STUDY MATERIAL section start

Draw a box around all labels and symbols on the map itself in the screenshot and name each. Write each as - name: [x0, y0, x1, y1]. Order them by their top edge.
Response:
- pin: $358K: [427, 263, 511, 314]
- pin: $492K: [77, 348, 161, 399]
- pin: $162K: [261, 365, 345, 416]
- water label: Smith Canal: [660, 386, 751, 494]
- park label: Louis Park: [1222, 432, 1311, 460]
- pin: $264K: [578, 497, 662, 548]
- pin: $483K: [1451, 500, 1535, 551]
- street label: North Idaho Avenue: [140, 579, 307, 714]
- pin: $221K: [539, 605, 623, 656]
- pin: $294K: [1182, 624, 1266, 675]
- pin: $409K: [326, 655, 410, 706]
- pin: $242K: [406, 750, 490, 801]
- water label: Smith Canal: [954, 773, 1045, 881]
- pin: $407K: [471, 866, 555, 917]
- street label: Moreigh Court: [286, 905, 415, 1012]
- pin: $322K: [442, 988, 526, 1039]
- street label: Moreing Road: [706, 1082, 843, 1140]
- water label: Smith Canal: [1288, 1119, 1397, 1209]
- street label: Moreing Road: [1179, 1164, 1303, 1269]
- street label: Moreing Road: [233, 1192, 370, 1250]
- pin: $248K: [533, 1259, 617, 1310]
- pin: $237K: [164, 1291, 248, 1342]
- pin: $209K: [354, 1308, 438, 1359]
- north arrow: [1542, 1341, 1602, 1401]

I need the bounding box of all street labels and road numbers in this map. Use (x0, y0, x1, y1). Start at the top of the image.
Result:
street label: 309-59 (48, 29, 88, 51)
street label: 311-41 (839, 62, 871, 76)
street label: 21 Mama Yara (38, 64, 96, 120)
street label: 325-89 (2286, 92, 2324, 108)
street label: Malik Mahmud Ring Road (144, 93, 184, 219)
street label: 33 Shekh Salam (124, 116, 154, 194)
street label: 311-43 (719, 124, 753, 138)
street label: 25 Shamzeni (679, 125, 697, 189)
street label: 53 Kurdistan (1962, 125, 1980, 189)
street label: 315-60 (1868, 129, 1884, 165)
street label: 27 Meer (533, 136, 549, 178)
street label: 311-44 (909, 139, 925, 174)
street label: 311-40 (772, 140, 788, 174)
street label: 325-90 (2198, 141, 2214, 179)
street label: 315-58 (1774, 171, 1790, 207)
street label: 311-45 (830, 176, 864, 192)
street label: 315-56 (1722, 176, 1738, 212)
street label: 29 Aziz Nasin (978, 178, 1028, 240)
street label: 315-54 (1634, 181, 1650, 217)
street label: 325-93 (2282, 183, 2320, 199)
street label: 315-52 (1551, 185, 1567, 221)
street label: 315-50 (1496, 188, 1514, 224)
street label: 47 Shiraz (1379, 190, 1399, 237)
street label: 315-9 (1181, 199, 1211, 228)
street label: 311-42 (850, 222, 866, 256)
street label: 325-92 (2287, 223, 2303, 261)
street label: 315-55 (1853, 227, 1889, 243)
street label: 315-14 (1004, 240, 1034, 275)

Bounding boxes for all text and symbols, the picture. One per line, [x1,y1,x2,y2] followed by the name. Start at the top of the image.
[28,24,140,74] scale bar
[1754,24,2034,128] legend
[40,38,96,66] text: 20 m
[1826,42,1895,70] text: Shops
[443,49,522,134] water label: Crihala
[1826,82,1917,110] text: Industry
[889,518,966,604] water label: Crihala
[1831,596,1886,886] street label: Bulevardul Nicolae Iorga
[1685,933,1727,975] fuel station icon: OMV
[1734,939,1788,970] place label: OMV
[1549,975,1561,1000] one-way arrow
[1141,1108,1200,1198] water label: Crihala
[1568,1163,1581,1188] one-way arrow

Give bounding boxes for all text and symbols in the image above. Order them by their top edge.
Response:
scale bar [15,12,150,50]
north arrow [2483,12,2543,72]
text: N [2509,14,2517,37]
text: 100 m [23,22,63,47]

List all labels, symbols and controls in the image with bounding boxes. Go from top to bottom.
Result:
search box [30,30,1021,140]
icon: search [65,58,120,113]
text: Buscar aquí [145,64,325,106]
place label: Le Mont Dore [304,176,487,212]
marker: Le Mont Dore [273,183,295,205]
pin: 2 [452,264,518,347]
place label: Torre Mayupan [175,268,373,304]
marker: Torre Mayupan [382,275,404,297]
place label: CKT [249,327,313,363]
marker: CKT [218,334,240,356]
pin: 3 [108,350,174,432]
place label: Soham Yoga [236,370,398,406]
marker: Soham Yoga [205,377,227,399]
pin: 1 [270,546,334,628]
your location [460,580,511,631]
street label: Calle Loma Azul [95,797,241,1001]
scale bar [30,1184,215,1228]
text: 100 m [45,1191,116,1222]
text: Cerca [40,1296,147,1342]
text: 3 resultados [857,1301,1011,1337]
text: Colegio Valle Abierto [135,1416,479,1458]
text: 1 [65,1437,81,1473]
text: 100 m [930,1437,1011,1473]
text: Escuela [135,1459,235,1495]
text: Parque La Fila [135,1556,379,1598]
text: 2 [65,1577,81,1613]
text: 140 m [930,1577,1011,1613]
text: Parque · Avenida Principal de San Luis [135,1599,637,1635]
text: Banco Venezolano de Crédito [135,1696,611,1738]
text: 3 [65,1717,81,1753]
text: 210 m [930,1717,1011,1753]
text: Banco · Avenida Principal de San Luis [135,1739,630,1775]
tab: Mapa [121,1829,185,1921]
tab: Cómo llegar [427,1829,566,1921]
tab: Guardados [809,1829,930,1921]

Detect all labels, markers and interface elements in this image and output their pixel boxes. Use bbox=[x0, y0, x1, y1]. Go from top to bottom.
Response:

STUDY MATERIAL section end

Of the lines in the data, report each one containing the string "this".

I need the bounding box of all street labels and road numbers in this map. Use (x0, y0, x1, y1). Start at the top of the image.
Detect all labels, markers and interface elements in this image and output their pixel boxes. Use bbox=[x0, y0, x1, y1]. Go from top to bottom.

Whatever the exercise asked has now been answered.